Akala, a British rapper has written an honest book, Natives Race and Class in the Ruins of Empire,  and is well worth reading. There is no great sense of wonder and bewilderment at the demise of the Empire and Akala looks at the social setting of Britain today which is multi racial, particularly after the process of decolonization that set in after the Suez Crisis of 1956. White privilege is a reality and knee jerk genuflection towards Wokery is likely to hide that reality. Racism as an ideology was not a mere idle by product Imperialism as Akala argues. Its roots go deep into European History. The imperial tradition and its concomitant theory of History whether in the works of J R Seeley or in the more practical exuberance of Cecil Rhodes was fashioned over a period of time and Poets, Writers, Journalists and Explorers were all complicit in this task. Akala is certainly worth reading.
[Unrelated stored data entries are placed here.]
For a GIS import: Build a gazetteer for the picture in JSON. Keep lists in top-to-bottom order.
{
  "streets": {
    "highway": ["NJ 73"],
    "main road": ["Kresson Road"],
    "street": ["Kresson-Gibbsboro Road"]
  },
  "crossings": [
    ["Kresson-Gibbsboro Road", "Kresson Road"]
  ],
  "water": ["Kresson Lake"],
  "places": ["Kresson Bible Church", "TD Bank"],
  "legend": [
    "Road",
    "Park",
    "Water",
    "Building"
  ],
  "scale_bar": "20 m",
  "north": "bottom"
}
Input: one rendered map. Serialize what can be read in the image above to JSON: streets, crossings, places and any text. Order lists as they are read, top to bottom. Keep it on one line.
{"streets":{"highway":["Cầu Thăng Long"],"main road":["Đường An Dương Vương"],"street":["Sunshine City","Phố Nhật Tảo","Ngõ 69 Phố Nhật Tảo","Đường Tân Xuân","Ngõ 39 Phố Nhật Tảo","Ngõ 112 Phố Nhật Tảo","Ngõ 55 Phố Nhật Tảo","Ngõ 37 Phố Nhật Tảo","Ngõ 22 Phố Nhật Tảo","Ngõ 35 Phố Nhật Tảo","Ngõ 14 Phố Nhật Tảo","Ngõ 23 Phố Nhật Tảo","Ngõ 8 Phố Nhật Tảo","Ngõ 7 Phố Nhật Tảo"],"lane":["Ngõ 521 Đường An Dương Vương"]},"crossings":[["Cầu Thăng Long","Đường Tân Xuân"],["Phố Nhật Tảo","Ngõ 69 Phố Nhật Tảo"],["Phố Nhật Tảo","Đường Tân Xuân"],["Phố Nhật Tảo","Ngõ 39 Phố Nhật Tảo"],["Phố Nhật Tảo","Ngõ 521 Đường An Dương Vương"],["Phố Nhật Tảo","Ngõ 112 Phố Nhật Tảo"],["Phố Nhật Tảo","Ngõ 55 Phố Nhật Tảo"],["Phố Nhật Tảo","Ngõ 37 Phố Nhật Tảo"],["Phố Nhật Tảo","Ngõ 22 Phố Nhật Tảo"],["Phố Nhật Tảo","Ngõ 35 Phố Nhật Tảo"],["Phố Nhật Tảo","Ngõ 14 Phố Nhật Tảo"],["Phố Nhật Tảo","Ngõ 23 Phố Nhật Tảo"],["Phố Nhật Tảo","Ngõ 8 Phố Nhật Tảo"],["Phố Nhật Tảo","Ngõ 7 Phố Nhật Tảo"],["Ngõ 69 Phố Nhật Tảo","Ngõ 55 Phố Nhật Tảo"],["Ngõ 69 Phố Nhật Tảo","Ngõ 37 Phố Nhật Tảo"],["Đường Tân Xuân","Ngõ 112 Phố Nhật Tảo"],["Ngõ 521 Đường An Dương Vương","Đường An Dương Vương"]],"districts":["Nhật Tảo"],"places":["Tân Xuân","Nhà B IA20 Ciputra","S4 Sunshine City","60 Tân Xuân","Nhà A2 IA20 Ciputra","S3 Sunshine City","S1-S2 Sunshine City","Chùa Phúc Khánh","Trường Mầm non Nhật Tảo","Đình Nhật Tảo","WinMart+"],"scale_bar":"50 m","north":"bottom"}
EmpireLand How Imperialism Has Shaped Modern Britain by Sathnan Sanghera is a disappointing read.  It more or less traverses the same territory as Imperial Nostalgia but it also suggests that contemporary British society has become more sensitive to the presence of immigrants from the colonies. Can am Asian immigrant identify himself as a member of the British society. Gratuitous use of personal pronoun we us etc does not mean that the Asian immigrant is accepted as an equal member of White society.